Macron was reelected for five years after winning the April 24 presidential run-off against far-right rival Marine Le Pen.

“The time ahead will be that of resolute action for France and for Europe,” Macron said, promising to “take action relentlessly with a goal, which is to be a more independent nation, to live better and to build our own French and European responses to the century’s challenges”.

Macron also promised to find a “fair method” to govern the country and ease its social tensions by making the government and Parliament work together with unions, associations and other people from France’s political, economic, social and cultural worlds.

“I will have only one compass – serving,” Macron said. “Serving our country… serving our fellow citizens… serving our children and our youth… to whom I pledge to hand down a more liveable planet and a more living and stronger France.”

France’s Military Chief of Staff to the presidency Benoit Puga and French President Emmanuel Macron attend the ceremony of his inauguration for a second term at the Elysee palace in Paris, France. PHOTO: AP

For a president at ease speaking for hours on end, Macron’s speech was surprisingly short – and handwritten.

But afterwards, he took time to shake hands, exchange cheek kisses and chat individually with scores of guests.

While Macron presided over strict lockdowns and coronavirus vaccine mandates as the pandemic swept through France, most COVID-19 restrictions have now been lifted and there was no sign of masks or social distancing at the inauguration.

About 500 guests were invited to the ceremony.

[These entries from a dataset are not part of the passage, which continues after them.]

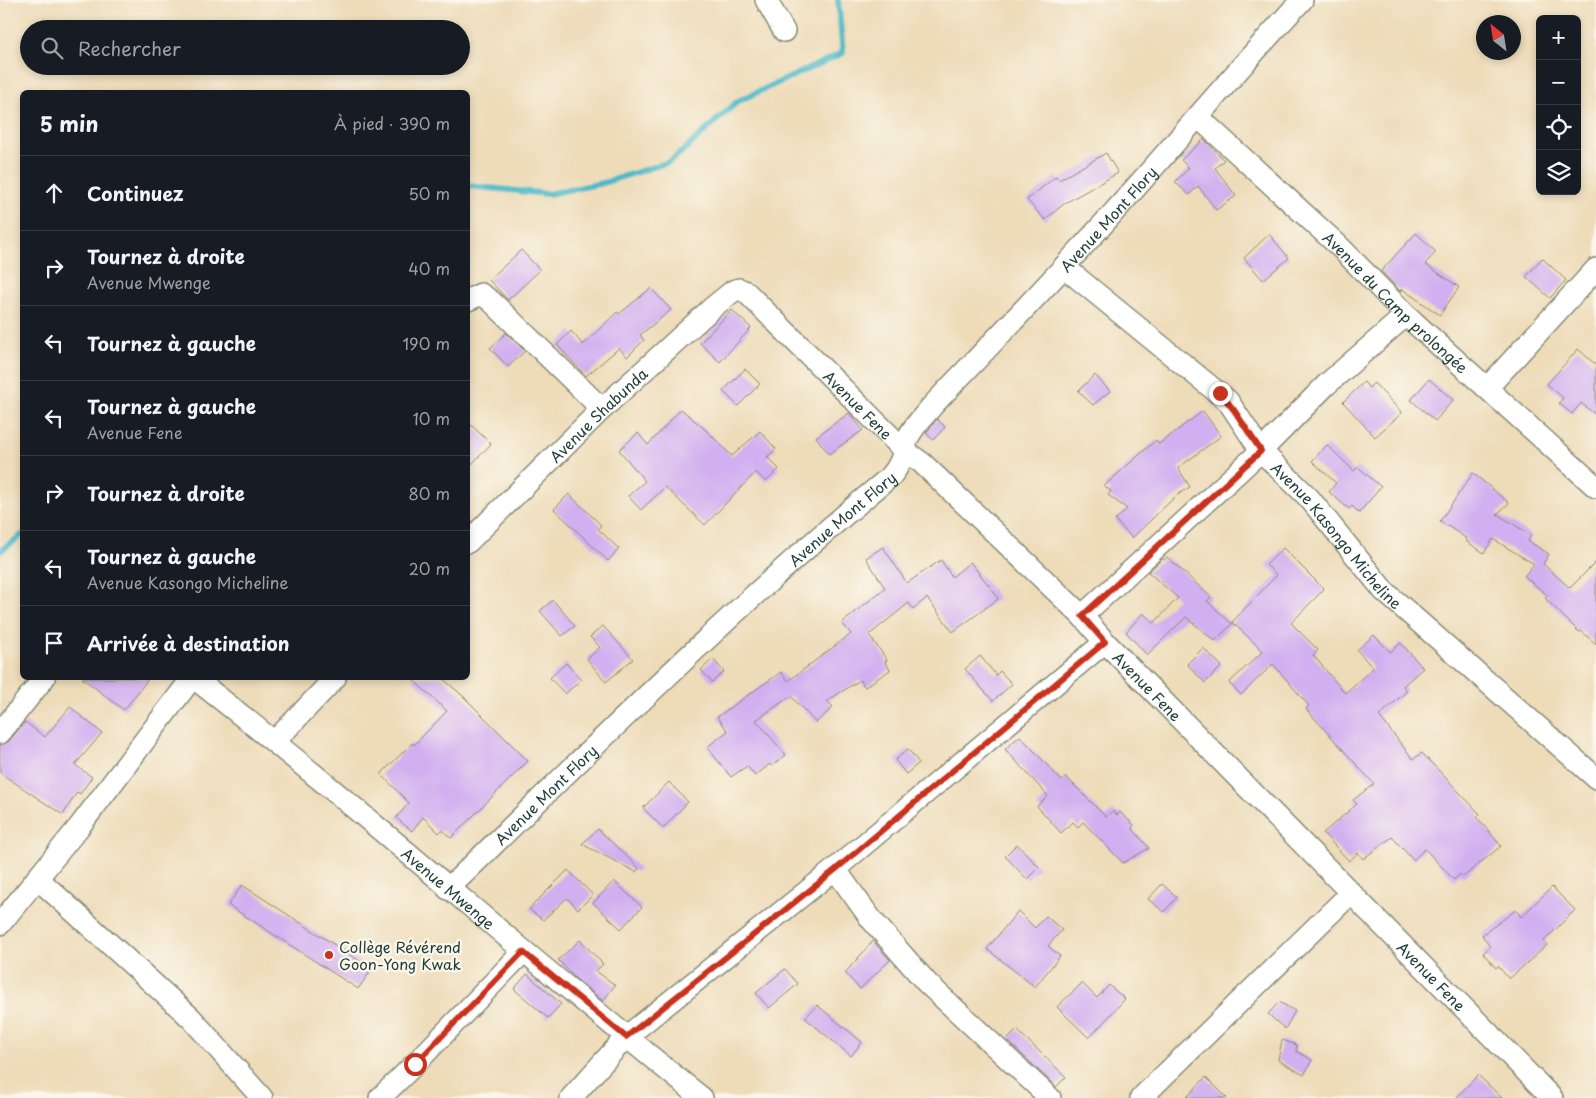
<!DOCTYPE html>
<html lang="fr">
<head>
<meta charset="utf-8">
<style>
  :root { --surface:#171b24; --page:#20242c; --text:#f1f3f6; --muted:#9ea1a6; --line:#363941 }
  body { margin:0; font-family:"Playpen Sans",sans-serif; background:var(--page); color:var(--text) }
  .controls { position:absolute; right:15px; top:15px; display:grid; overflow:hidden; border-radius:8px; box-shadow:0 2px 8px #0003 }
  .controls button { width:45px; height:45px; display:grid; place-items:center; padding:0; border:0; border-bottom:1px solid var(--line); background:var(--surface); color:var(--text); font:25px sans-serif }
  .compass { position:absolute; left:1476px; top:15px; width:45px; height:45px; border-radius:50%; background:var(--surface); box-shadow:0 2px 8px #0003; rotate:330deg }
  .stop { position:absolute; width:15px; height:15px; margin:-11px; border:4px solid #c8321e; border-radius:50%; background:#fff }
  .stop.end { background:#c8321e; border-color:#fff; box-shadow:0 1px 5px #0008 }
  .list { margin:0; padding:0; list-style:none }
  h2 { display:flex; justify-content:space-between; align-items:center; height:65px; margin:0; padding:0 20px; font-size:21px }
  h2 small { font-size:16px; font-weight:400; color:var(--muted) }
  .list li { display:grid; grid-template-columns:32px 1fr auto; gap:15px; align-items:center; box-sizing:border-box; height:75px; padding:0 20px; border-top:1px solid var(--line) }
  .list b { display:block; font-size:19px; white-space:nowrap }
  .list p { margin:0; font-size:16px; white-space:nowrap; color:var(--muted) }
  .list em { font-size:16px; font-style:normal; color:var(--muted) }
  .icon { flex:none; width:28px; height:28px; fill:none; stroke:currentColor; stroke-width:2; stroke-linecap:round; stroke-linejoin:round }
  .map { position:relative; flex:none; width:1596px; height:1098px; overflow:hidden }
  .search { position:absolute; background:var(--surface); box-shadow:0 2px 8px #0003; left:20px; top:20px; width:450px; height:55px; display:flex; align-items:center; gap:12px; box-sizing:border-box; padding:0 18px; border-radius:28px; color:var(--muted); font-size:19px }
  .panel { position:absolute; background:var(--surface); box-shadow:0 2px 8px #0003; left:20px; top:90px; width:450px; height:590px; border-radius:8px }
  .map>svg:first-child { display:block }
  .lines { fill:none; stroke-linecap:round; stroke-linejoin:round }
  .stream { stroke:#4cb9c7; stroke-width:6 }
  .building { fill:#d2aff0 }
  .minor-casing { stroke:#868c76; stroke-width:24 }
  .minor { stroke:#fff; stroke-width:21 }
  .route { stroke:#c8321e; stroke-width:6 }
  .poi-dot { fill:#c8321e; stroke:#fbf7ec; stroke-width:2 }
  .labels { text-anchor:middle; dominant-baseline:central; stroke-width:4.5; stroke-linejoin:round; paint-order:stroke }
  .street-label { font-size:15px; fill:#1f3d34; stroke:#fbf7ec }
  .poi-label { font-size:15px; fill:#1f3d34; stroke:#fbf7ec; text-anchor:start }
</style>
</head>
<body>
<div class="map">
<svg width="1596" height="1098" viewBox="0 0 1596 1098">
  <rect width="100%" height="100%" fill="#fbf7ec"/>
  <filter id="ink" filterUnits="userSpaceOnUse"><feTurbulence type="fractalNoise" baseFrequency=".02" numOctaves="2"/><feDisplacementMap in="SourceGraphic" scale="10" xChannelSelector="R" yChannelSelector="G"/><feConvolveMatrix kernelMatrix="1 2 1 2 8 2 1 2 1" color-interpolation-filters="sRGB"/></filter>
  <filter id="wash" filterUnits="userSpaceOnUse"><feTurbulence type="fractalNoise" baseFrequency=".0096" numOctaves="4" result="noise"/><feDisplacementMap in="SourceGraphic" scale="20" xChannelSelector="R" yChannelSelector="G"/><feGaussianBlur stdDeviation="1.12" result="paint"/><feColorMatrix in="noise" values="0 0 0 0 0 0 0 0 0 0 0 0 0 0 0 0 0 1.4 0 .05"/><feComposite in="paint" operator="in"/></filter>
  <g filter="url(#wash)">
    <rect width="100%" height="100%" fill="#eedcb9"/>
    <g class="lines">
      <g class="stream">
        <path d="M468,186l80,8 55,-11 66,-21 14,-11 55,-50 105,-48 -5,-53"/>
        <path d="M0,551l22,-16"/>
      </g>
    </g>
    <g id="blocks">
      <g class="building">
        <path d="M1204,139l20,21 -9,8 21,28 -20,14 -18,-24 -9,9 -14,-13 14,-14 -8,-8z"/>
        <path d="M1106,153l12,20 -53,30 -20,17 -18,-20 29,-24 3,4z"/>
        <path d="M1416,233l20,19 -11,12 34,23 -19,28 -38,-26 -2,2 -19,-20z"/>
        <path d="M1269,234l20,24 -26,22 -19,-22z"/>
        <path d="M521,250l19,20 -32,30 -19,-20z"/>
        <path d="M1542,258l24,22 -16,18 -24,-21z"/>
        <path d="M651,288l20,22 -31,25 4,5 -17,17 -8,-9 -33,28 -29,-31 14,-14 12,14 34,-33 2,2z"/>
        <path d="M732,310l19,18 -31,34 -20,-19z"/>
        <path d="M506,333l19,18 -17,16 -18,-19z"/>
        <path d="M1578,349l18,16v50l-15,-12 -9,11 -13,-11 4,-5 -16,-14z"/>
        <path d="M745,369l15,15 -22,22 -15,-15z"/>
        <path d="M1095,375l15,16 -17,14 -15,-14z"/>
        <path d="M1429,379l24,21 -18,21 -24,-21z"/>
        <path d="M1364,382l5,6 5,-5 28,30 -27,24 -32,-35z"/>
        <path d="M681,409l26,22 25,25 28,-25 16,18 -9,8 12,12 -13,13 -10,-10 -51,53 -40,-38 -24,23 -13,-14 17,-15 -26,-31 19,-17 10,12z"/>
        <path d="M1203,411l18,25 -43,32 12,19 -14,9 -44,42 -17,-18 12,-11 -19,-14 3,-4 -7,-5 52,-46 3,4z"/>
        <path d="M849,413l14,17 -34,24 -13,-17z"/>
        <path d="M937,419l8,8 -12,13 -7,-7z"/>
        <path d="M468,422l23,22 -23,24z"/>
        <path d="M1327,445l27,26 4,-4 23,20 -22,26 -7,-7 -3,3 -20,-17 7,-9 -24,-22z"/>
        <path d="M1473,473l36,30 -12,11 34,21 -3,6 21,13 -6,10 27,24 26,-26v82l-15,-13 -2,1 -34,-34 3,-2 -24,-20 10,-12 -41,-25 -9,14 -18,-12 1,-2 -27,-18z"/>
        <path d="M569,494l32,31 -3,4 21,20 -11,12 -54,-52z"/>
        <path d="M883,547l24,36 34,-23 11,17 18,-15 25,31 3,6 -45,33 -26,-34 -14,11 -4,-6 -40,32 18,25 -2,2 5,8 -25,17 -5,-7 -33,21 6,6 -17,16 -25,-27 -35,24 30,35 -14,11 -2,-2 -15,12 -8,-10 -16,11 -24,-30 21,-16 -11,-14 64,-45 7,9 63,-47 -9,-11 43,-35 -19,-30z"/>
        <path d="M1283,548l41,41 -33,34 27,27 -5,5 32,38 28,-25 -16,-18 17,-15 16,17 11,-9 22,25 -20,18 4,5 -28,25 34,43 9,-6 58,61 -3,3 24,29 -38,31 -3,-3 -6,6 -29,-31 -12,11 -21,-23 -29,22 -5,-6 -9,8 -26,-28 34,-29 -4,-4 21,-16 -68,-75 3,-3 -36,-42 -32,31 -12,-12 34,-32 -31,-29 45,-47 -11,-10z"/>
        <path d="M1167,557l44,40 -4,4 25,23 -17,17 -29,-24 -39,38 -21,-23 17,-19 11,10 24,-25 -30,-26 14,-13 2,1z"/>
        <path d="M553,600l22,26 -13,10 -22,-25z"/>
        <path d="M603,626l30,33 -27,23 -19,-23 13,-12 -10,-10z"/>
        <path d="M1203,648l19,18 -17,17 -18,-19z"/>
        <path d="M980,656l16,19 4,-4 12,13 -19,17 -28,-32z"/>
        <path d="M713,659l11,13 -12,10 -11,-12z"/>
        <path d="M566,663l15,17 -16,14 -15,-16z"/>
        <path d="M82,678h67l-25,32z"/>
        <path d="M411,678h31l20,17 66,66 -77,77 -9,-8 -3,3 -16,-16 -11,14 -16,-13 13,-15 -28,-29 31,-31 2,2 33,-34z"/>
        <path d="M70,707l32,26 -27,32 17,12 -12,17 -3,-2 -14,23 -63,-42v-28l9,-4 16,-19 20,15z"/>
        <path d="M1020,736l42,45 4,-4 40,40 7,-6 4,4 3,-3 14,13 -2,3 17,20 -26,15 -40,-41 -5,5 -5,-5 -12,11 -24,-27 11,-10 -43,-47z"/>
        <path d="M908,749l11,14 -13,11 -11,-14z"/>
        <path d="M669,782l19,20 -25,26 -20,-20z"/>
        <path d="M598,829l41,39 -3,4 -54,-28z"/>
        <path d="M1017,844l22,23 -12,12 -22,-23z"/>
        <path d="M568,870l25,25 -15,14 -11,-11 -24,22 -14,-11z"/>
        <path d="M614,881l28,26 -21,22 -28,-26z"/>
        <path d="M1162,884l15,13 -13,15 -16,-13z"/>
        <path d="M242,885l130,84 -14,20 -130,-84z"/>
        <path d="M1552,887l23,23 -31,31 3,4 -38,34 -11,-13 -2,2 -13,-15 7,-6 -8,-12 34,-25 5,7z"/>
        <path d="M1018,911l17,17 11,-12 16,14 -14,16 12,10 -25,31 -48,-38z"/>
        <path d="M580,940l23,24 -7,7 19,14 -12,16 -27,-22 -18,-19z"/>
        <path d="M873,941l17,19 -30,29 -15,-16z"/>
        <path d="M785,969l13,15 -29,24 -13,-15z"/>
        <path d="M527,974l34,30 -13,14 -34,-29z"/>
        <path d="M1082,983l15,15 12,-13 16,14 -36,39 -32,-31z"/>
        <path d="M1279,1002l16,9 -10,18 -17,-15z"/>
        <path d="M817,1005l45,37 -11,14 -46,-38z"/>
        <path d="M1017,1030l49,47 -10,10 -49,-47z"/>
        <path d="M1282,1040l15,5 -1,6 16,9 -8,15 -26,-15z"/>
        <path d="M1478,1075l24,23h-46z"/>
        <path d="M1206,1077l21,21h-41z"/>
      </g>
    </g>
  </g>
  <g filter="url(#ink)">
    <use href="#blocks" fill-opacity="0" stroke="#868c76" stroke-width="1"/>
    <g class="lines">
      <g class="minor-casing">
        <g id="minor">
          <path d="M766,0l18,31"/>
          <path id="s1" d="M1198,117l141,129 67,69 190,172"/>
          <path id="s2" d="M1064,267l164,134 33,50 48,47 75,93 212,187"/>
          <path d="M468,300l13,-6 10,7 111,108"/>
          <path d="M1487,388l109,-119"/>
          <path id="s3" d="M468,542l134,-133 110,-101 21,-17 6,-2 7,3 159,159 17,12 160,153 23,26 447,456"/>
          <path d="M1082,616l179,-165 65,-66 80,-70"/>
          <path id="s4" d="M194,678c173,135 336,283 508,420"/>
          <path d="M0,733l44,-55"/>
          <path d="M275,741l60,-63"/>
          <path d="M835,869l36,50 56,64 123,115"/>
          <path d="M37,878l154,140 71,80"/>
          <path id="s5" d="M448,889c145,-141 287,-284 443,-413 11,-13 11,-20 16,-36 5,-13 17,-24 26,-35 61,-64 122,-127 181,-193 63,-70 123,-143 188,-212"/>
          <path d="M0,924l79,-97 113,-149"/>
          <path d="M380,1098l35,-34 108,-112"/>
          <path d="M571,1098l55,-61 209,-168 270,-227"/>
          <path d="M1141,1098l210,-205"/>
        </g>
      </g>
      <use href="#minor" class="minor"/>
    </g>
  </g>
  <g class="lines" filter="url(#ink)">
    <path class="route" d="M415,1064l108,-112 103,85 209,-167 270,-228 -23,-26 179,-165 -27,-41 -14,-17"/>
  </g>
  <circle class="poi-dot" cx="329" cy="955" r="5"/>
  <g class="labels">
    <g class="street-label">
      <text stroke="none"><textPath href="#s5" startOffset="945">Avenue Mont Flory</textPath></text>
      <text stroke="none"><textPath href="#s1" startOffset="271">Avenue du Camp prolongée</textPath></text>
      <text stroke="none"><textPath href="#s3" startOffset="538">Avenue Fene</textPath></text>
      <text stroke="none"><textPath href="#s3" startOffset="182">Avenue Shabunda</textPath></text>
      <text stroke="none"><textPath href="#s5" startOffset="541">Avenue Mont Flory</textPath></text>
      <text stroke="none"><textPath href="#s2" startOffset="385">Avenue Kasongo Micheline</textPath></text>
      <text stroke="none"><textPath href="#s3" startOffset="942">Avenue Fene</textPath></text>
      <text stroke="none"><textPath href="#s5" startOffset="136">Avenue Mont Flory</textPath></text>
      <text stroke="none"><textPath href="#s4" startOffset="330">Avenue Mwenge</textPath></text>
      <text stroke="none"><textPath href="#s3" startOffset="1348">Avenue Fene</textPath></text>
    </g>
    <g class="poi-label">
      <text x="339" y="946">Collège Révérend<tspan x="339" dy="17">Goon-Yong Kwak</tspan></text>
    </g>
  </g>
</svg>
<div class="controls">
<button>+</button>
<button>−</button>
<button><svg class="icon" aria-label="locate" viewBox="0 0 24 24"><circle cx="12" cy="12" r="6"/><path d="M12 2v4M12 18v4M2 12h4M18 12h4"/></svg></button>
<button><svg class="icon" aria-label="layers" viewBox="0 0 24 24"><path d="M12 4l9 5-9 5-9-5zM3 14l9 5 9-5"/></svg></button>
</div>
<svg class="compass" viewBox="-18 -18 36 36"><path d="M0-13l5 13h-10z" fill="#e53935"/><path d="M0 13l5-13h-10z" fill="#9ea1a6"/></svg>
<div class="stop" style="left:415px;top:1064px"></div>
<div class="stop end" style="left:1220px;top:393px"></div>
<div class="search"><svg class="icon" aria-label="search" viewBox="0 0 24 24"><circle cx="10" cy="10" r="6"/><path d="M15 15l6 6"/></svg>Rechercher</div>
<section class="panel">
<h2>5 min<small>À pied · 390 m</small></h2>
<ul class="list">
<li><svg class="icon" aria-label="ahead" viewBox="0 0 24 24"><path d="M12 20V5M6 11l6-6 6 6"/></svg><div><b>Continuez</b></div><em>50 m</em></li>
<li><svg class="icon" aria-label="right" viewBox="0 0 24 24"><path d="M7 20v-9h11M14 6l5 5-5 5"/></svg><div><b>Tournez à droite</b><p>Avenue Mwenge</p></div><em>40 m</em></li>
<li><svg class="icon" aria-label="left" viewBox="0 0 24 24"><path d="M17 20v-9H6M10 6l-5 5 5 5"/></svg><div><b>Tournez à gauche</b></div><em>190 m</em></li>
<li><svg class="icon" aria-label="left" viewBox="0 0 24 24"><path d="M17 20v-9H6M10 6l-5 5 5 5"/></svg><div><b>Tournez à gauche</b><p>Avenue Fene</p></div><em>10 m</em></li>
<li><svg class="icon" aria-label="right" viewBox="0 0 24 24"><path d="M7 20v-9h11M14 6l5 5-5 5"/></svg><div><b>Tournez à droite</b></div><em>80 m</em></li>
<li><svg class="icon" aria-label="left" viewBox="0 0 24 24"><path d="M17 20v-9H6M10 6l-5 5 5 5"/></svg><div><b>Tournez à gauche</b><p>Avenue Kasongo Micheline</p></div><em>20 m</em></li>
<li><svg class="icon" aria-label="arrive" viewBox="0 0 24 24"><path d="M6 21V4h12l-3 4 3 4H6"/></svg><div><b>Arrivée à destination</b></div></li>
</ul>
</section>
</div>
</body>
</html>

They came primarily from the world of politics, though also included actors, healthcare workers, military officers and former Presidents Francois Hollande and Nicolas Sarkozy.

After his speech, Macron went to the gardens of the Elysee palace and listened to 21 cannon shots being fired from the Invalides plaza to mark the event, in line with tradition.

The symbol could be seen as a show of force at times when France is deeply involved in efforts to stop Russia’s war against Ukraine, including sending truck-mounted cannons and other heavy weapons.

Macron’s second term formally starts on May 14.

Macron is expected to soon appoint a new government, ahead of France’s key parliamentary election in June, which will decide who controls a majority of the 577 seats at the National Assembly.

Macron hopes his party and centrist allies will be able to win big in the wake of the presidential election. They currently hold over 300 seats at the Assembly.